▶ PROBLEM REQUIREMENTS: Look through the records that follow. Copy every line containing the word "stream".

▶ PROVIDED RECORDS:

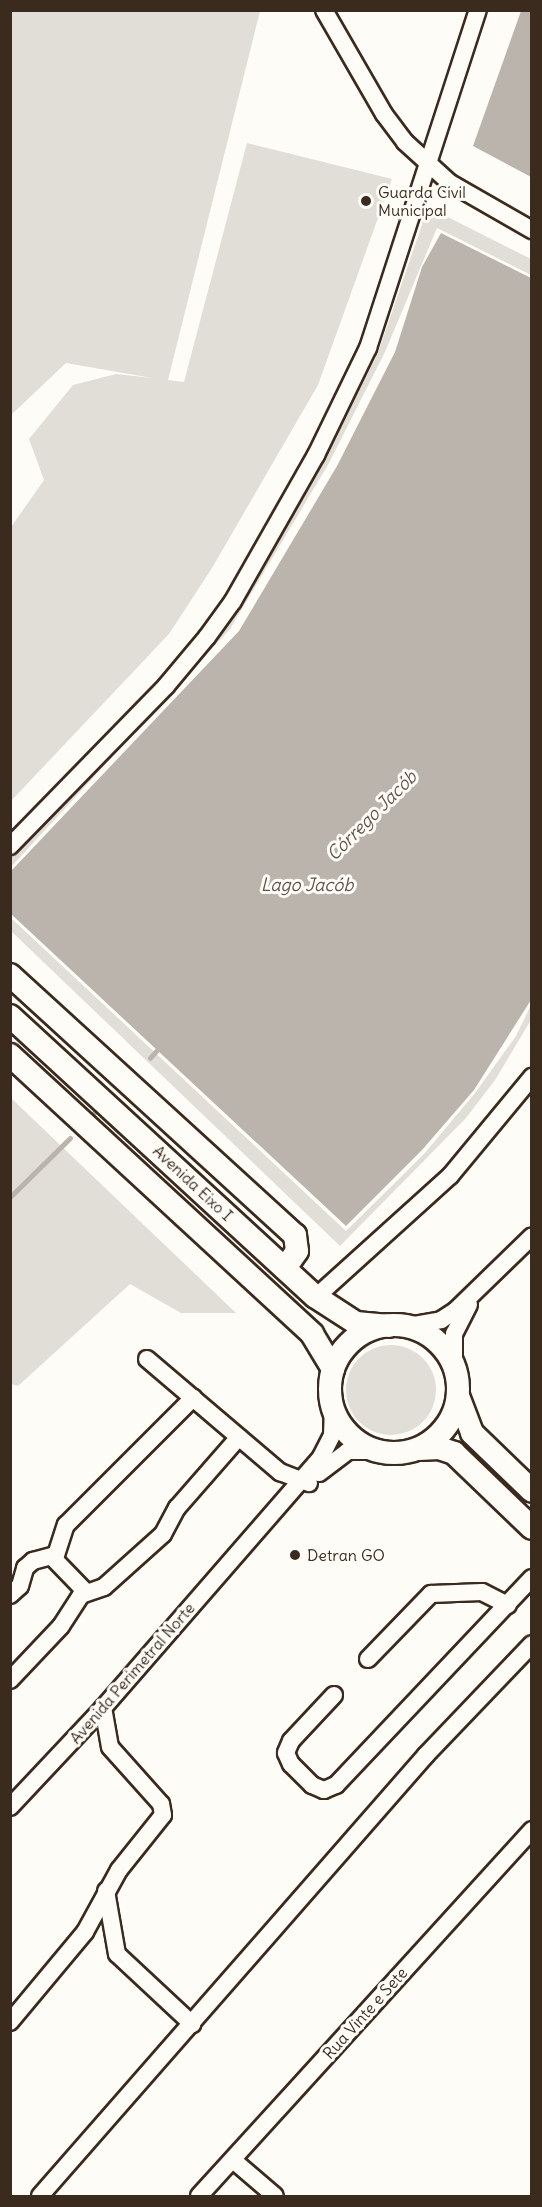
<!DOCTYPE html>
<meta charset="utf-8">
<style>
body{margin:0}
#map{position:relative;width:542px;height:2207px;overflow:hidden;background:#fdfcf7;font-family:Delius,sans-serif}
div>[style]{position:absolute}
.green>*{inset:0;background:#e1ded7}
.round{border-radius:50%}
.water>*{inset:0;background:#bbb4ad}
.stream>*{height:4.5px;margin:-2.25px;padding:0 2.25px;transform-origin:2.25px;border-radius:2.25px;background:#bbb4ad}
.roads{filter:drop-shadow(2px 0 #3b2a1e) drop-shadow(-2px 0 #3b2a1e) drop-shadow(0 2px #3b2a1e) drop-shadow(0 -2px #3b2a1e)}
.minor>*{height:16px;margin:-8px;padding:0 8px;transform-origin:8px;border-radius:8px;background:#fdfcf7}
.major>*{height:22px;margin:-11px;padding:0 11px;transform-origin:11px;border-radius:11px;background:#fdfcf7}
.major>.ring{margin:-11px;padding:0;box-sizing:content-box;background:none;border:22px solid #fdfcf7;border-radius:50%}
.dots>*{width:16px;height:16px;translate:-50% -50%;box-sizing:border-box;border:3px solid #fdfcf7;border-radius:50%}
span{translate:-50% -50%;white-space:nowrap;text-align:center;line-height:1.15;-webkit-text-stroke:6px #fdfcf7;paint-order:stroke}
.poi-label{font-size:16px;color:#3b2a1e}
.left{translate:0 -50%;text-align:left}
.street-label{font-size:16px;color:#3b2a1e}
.water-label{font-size:18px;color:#615349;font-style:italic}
.frame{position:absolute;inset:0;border:12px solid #3b2a1e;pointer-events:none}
</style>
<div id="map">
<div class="green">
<i style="clip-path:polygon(11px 10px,260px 11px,168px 380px,184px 382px,247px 143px,392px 179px,318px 385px,212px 568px,169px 634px,11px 801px,11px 527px,44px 480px,29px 439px,73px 385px,116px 374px,152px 378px,66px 363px,11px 415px)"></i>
<i style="clip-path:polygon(428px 207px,531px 259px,531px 275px,437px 228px,385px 352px,329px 463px,230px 629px,11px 867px,11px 856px,177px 683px,224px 623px,325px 460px,378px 353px)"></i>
<i style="clip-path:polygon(11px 918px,346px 1231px,424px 1154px,475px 1093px,516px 1036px,531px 1005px,531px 1020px,495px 1080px,466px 1118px,340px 1246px,11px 931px)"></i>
<i style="clip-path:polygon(10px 1098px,11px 1098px,236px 1313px,181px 1313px,130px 1284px,18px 1386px,11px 1384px)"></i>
<i class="round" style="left:346px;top:1345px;width:90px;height:90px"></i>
</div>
<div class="water">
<i style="clip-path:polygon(521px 11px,531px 11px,531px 177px,473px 146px)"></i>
<i style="clip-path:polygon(441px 233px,531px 278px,531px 1000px,474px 1090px,422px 1150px,346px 1226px,11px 914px,11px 871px,239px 631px,337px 466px,395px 352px,422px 267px)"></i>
</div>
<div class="stream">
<i style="left:150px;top:1058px;width:13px;rotate:-48deg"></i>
<i style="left:92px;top:1115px;width:6px;rotate:-45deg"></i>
<i style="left:10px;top:1197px;width:84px;rotate:-44.5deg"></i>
</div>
<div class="roads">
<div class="minor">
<i style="left:324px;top:10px;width:120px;rotate:60deg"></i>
<i style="left:384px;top:114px;width:35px;rotate:53deg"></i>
<i style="left:405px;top:142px;width:61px;rotate:42.3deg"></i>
<i style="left:450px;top:183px;width:95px;rotate:29.8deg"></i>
<i style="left:10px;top:846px;width:223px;rotate:-45.7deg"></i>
<i style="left:166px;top:686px;width:64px;rotate:-50.1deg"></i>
<i style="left:207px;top:637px;width:44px;rotate:-54.2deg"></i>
<i style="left:233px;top:601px;width:168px;rotate:-60.4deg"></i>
<i style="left:316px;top:455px;width:119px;rotate:-64.1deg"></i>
<i style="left:368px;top:348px;width:355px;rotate:-72deg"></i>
<i style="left:316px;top:1297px;width:181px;rotate:-42.1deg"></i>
<i style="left:450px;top:1176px;width:129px;rotate:-50.4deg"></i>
<i style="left:403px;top:1327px;width:39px;rotate:-10deg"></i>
<i style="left:441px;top:1320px;width:17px;rotate:-33deg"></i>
<i style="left:455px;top:1311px;width:107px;rotate:-44.2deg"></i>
<i style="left:147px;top:1359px;width:175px;rotate:40.4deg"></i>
<i style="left:280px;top:1472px;width:31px;rotate:21deg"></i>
<i style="left:454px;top:1369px;width:35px;rotate:-90deg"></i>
<i style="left:454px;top:1334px;width:33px;rotate:-63deg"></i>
<i style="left:319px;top:1473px;width:36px;rotate:-37deg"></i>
<i style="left:348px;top:1451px;width:28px"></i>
<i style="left:53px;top:1558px;width:47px;rotate:45.9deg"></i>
<i style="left:10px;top:1595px;width:13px;rotate:-42deg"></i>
<i style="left:20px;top:1586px;width:19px;rotate:-74deg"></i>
<i style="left:25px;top:1568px;width:11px;rotate:-41deg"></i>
<i style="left:33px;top:1561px;width:24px;rotate:-15deg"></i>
<i style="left:56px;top:1555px;width:32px;rotate:-72deg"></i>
<i style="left:66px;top:1525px;width:180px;rotate:-45deg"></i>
<i style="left:368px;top:1659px;width:91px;rotate:-45.9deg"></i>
<i style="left:431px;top:1594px;width:51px;rotate:-2.2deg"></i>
<i style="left:482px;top:1592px;width:29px;rotate:27deg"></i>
<i style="left:10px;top:1680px;width:74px;rotate:-46.6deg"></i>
<i style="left:61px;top:1626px;width:37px;rotate:-57deg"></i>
<i style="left:81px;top:1595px;width:24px;rotate:-19deg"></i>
<i style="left:104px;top:1587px;width:79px;rotate:-41.9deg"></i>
<i style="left:163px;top:1534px;width:30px;rotate:-62deg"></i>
<i style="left:177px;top:1508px;width:94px;rotate:-48.9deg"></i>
<i style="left:334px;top:1695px;width:63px;rotate:133.1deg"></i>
<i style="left:291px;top:1741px;width:13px;rotate:113deg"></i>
<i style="left:286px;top:1753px;width:12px;rotate:66deg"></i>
<i style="left:291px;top:1764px;width:30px;rotate:45deg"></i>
<i style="left:312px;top:1785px;width:13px;rotate:23deg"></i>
<i style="left:324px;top:1790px;width:13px;rotate:-23deg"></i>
<i style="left:336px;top:1785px;width:285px;rotate:-46.6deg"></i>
<i style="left:10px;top:1807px;width:136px;rotate:-46.8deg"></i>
<i style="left:103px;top:1708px;width:332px;rotate:-49deg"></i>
<i style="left:321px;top:1457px;width:25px;rotate:-63deg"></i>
<i style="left:332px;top:1435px;width:25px;rotate:-88deg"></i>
<i style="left:106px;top:1891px;width:64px;rotate:80.1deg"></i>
<i style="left:117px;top:1954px;width:103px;rotate:43deg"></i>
<i style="left:10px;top:2022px;width:117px;rotate:-50.2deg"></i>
<i style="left:85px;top:1932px;width:71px;rotate:-61.3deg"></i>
<i style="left:119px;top:1870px;width:70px;rotate:-51.3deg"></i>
<i style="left:163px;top:1815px;width:11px;rotate:-100deg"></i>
<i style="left:161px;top:1804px;width:76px;rotate:-131.8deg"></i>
<i style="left:110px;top:1747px;width:40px;rotate:-100deg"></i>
<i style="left:233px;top:2160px;width:55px;rotate:40.6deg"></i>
<i style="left:40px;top:2196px;width:586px;rotate:-48.8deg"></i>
<i style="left:426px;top:1755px;width:153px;rotate:-46.3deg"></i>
<i style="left:199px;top:2196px;width:495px;rotate:-47.7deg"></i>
</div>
<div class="major">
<i style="left:10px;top:975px;width:386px;rotate:42.4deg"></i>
<i style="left:295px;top:1235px;width:16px;rotate:83deg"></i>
<i style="left:297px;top:1251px;width:21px;rotate:125deg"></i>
<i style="left:10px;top:1016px;width:415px;rotate:42.6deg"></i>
<i style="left:316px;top:1297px;width:48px;rotate:33deg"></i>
<i style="left:356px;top:1323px;width:33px;rotate:5deg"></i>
<i style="left:10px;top:1055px;width:411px;rotate:42.7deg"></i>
<i style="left:312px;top:1334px;width:41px;rotate:59deg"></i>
<i class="ring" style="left:330px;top:1325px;width:106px;height:106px"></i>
<i style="left:458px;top:1396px;width:40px;rotate:69deg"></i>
<i style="left:472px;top:1433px;width:83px;rotate:44deg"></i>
<i style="left:419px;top:1449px;width:20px;rotate:-3deg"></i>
<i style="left:439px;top:1448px;width:16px;rotate:18deg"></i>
<i style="left:454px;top:1453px;width:108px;rotate:43.9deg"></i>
</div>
</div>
<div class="dots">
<i style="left:366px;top:201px;background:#3b2a1e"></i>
<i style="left:295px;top:1555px;background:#3b2a1e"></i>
</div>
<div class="poi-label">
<span class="left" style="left:378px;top:201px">Guarda Civil<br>Municipal</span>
<span class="left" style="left:307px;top:1555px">Detran GO</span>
</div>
<div class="street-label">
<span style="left:193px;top:1183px;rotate:43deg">Avenida Eixo I</span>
<span style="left:132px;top:1673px;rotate:-49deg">Avenida Perimetral Norte</span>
<span style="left:365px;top:2013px;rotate:-48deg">Rua Vinte e Sete</span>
</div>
<div class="water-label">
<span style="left:372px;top:816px;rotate:-45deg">Córrego Jacób</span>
<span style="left:307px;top:885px">Lago Jacób</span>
</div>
<div class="frame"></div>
</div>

▶ COMPLETED TASK:
.stream>*{height:4.5px;margin:-2.25px;padding:0 2.25px;transform-origin:2.25px;border-radius:2.25px;background:#bbb4ad}
<div class="stream">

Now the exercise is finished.